§ **THE TASK**:
Which lines run from the line with "position:relative; width:1904px; height:1005px;" through the line with "font-size:28px; color:#a5a9b3; font-weight:700" in the entries below? Print them exactly, both ends included, and nothing more.

━━━

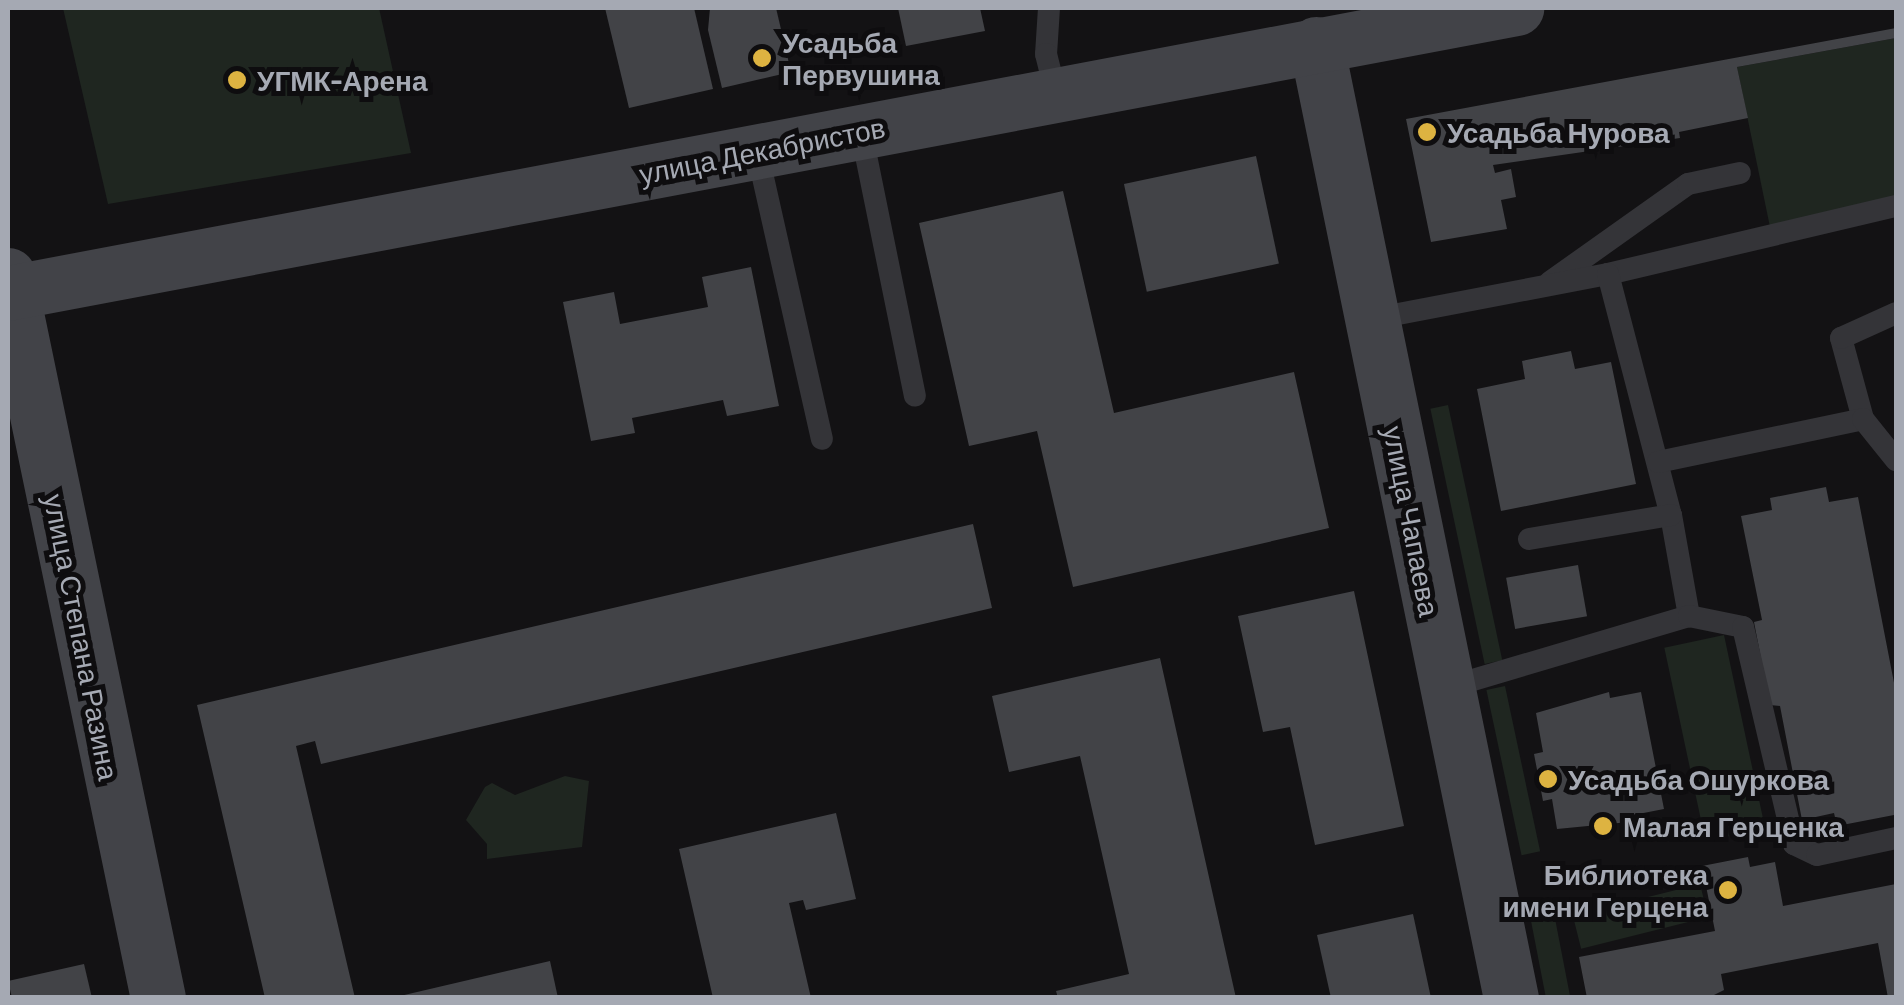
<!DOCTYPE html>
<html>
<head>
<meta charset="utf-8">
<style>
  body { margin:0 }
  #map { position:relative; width:1904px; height:1005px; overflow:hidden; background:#131214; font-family:Barlow,sans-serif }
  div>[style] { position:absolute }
  .green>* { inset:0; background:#1f2620; transform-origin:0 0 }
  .building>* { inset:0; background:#424347; transform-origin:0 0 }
  .lane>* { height:22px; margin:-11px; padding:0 11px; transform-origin:11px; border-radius:11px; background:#343438 }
  .secondary>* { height:55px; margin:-27.5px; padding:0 27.5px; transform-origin:27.5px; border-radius:27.5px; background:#424348 }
  .dots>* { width:28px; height:28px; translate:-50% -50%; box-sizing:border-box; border:5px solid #0e0d0f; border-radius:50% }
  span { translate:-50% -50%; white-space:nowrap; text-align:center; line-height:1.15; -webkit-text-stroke:10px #0e0d0f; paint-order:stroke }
  .poi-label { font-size:28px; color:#a5a9b3; font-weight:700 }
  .left { translate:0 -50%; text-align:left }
  .right { translate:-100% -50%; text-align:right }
  .street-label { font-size:28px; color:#a5a9b3 }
  .frame { position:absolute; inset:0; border:10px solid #a5a9b3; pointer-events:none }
</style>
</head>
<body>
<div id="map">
  <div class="green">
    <div style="clip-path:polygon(63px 8px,379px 8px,411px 153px,108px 204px)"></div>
    <div style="clip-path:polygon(1896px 38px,1896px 198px,1770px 227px,1737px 67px)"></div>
    <div style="left:1448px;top:405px;width:261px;height:18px;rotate:78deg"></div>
    <div style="left:1724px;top:635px;width:198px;height:61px;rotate:78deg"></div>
    <div style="left:1505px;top:686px;width:169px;height:19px;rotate:78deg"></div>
    <div style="clip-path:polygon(565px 776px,589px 781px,582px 847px,487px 859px,487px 844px,466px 820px,485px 787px,492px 783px,515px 795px)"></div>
    <div style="left:1700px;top:884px;width:34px;height:131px;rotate:76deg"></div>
    <div style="left:1551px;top:898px;width:101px;height:24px;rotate:79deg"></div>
  </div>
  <div class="building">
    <div style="clip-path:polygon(605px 8px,694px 8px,713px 89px,629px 108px)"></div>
    <div style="clip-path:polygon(710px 8px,776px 8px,791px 72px,722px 88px,708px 30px)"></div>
    <div style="clip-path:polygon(898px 8px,980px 8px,985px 31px,906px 46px)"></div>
    <div style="clip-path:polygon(1896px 28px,1896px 38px,1737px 67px,1748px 118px,1679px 132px,1680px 138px,1493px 165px,1495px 173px,1511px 169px,1516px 197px,1501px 200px,1507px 229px,1431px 242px,1406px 119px)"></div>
    <div style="left:1256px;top:156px;width:110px;height:135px;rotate:78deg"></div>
    <div style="clip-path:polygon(1063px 191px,1114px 413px,1294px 372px,1329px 528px,1073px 587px,1037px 431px,969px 446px,919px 223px)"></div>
    <div style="clip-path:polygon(751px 267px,779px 406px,727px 416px,723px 400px,632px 418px,635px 433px,591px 441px,563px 302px,614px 292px,620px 324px,708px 307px,702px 277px)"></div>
    <div style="clip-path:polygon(1571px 351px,1575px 369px,1611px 362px,1636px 484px,1501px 511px,1477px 389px,1525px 379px,1522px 361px)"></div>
    <div style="clip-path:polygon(1826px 487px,1829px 502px,1858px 497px,1896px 693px,1894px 815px,1837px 826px,1834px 813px,1802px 820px,1780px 706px,1770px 705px,1754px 622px,1762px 620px,1741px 516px,1772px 510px,1770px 498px)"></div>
    <div style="clip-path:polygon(973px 524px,992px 608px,321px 764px,315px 741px,296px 746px,355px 998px,265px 998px,197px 705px)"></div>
    <div style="left:1578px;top:565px;width:52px;height:73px;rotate:80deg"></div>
    <div style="clip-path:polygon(1354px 591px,1404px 826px,1315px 845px,1290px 727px,1263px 732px,1238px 616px)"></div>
    <div style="clip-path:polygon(1160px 658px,1236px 998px,1058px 998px,1056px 991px,1129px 974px,1080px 756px,1009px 772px,992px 696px)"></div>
    <div style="clip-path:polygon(1609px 692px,1610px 698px,1641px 692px,1664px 809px,1628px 816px,1629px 822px,1557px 829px,1552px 799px,1543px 801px,1534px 754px,1543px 752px,1536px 713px)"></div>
    <div style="clip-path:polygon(836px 813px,856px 899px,806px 910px,803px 900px,789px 903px,811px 998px,713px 998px,679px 849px)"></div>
    <div style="clip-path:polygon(1748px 857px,1750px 867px,1775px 862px,1783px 906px,1896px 884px,1896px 998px,1888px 998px,1878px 943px,1721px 974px,1724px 990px,1708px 998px,1587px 998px,1579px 957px,1715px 931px,1702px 866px)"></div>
    <div style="clip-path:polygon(1413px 914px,1431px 998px,1331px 998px,1317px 935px)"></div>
    <div style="clip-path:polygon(550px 961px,558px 998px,400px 998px,400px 996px)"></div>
    <div style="clip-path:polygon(84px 964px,92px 998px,12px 998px,8px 981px)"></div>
  </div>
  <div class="lane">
    <div style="left:1049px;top:8px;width:46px;rotate:93.7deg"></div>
    <div style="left:1046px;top:54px;width:41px;rotate:76deg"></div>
    <div style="left:861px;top:131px;width:270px;rotate:78.5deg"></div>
    <div style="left:757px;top:151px;width:295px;rotate:77.3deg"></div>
    <div style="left:1608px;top:274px;width:296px;rotate:-13.3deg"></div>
    <div style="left:1550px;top:282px;width:169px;rotate:-35.4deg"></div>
    <div style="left:1688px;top:184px;width:53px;rotate:-11.9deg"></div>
    <div style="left:1372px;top:319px;width:240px;rotate:-10.8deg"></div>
    <div style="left:1608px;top:274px;width:249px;rotate:75.4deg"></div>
    <div style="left:1671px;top:515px;width:103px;rotate:79.9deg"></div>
    <div style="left:1689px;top:616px;width:253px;rotate:163.5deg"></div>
    <div style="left:1863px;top:419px;width:84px;rotate:-105.2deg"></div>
    <div style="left:1841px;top:338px;width:60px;rotate:-24.4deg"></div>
    <div style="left:1658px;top:462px;width:209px;rotate:-11.8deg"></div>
    <div style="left:1863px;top:419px;width:53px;rotate:51.2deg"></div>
    <div style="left:1529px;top:539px;width:144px;rotate:-9.6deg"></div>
    <div style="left:1689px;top:616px;width:55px;rotate:11.5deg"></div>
    <div style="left:1743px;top:627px;width:223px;rotate:76.8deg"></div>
    <div style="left:1794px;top:844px;width:25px;rotate:26deg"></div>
    <div style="left:1817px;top:855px;width:81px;rotate:-12.1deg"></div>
  </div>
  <div class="secondary">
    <div style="left:1316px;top:44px;width:974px;rotate:78.45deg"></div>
    <div style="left:8px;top:275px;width:738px;rotate:78.28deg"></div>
    <div style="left:8px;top:293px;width:1535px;rotate:-10.7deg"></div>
  </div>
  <div class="dots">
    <div style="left:762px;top:58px;background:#ddb341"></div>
    <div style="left:237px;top:80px;background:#ddb341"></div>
    <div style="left:1427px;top:132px;background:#ddb341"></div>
    <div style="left:1548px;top:779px;background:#ddb341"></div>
    <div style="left:1603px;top:826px;background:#ddb341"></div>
    <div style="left:1728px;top:890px;background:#ddb341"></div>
  </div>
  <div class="poi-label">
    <span class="left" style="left:782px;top:58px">Усадьба<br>Первушина</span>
    <span class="left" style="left:257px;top:80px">УГМК-Арена</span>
    <span class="left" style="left:1447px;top:132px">Усадьба Нурова</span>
    <span class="left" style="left:1568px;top:779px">Усадьба Ошуркова</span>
    <span class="left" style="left:1623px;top:826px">Малая Герценка</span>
    <span class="right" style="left:1708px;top:890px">Библиотека<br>имени Герцена</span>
  </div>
  <div class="street-label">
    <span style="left:762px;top:150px;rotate:-11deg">улица Декабристов</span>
    <span style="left:1412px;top:521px;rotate:79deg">улица Чапаева</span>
    <span style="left:82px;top:637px;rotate:79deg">улица Степана Разина</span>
  </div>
  <div class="frame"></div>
</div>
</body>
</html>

━━━

§ **TASK RESULT**:
  #map { position:relative; width:1904px; height:1005px; overflow:hidden; background:#131214; font-family:Barlow,sans-serif }
  div>[style] { position:absolute }
  .green>* { inset:0; background:#1f2620; transform-origin:0 0 }
  .building>* { inset:0; background:#424347; transform-origin:0 0 }
  .lane>* { height:22px; margin:-11px; padding:0 11px; transform-origin:11px; border-radius:11px; background:#343438 }
  .secondary>* { height:55px; margin:-27.5px; padding:0 27.5px; transform-origin:27.5px; border-radius:27.5px; background:#424348 }
  .dots>* { width:28px; height:28px; translate:-50% -50%; box-sizing:border-box; border:5px solid #0e0d0f; border-radius:50% }
  span { translate:-50% -50%; white-space:nowrap; text-align:center; line-height:1.15; -webkit-text-stroke:10px #0e0d0f; paint-order:stroke }
  .poi-label { font-size:28px; color:#a5a9b3; font-weight:700 }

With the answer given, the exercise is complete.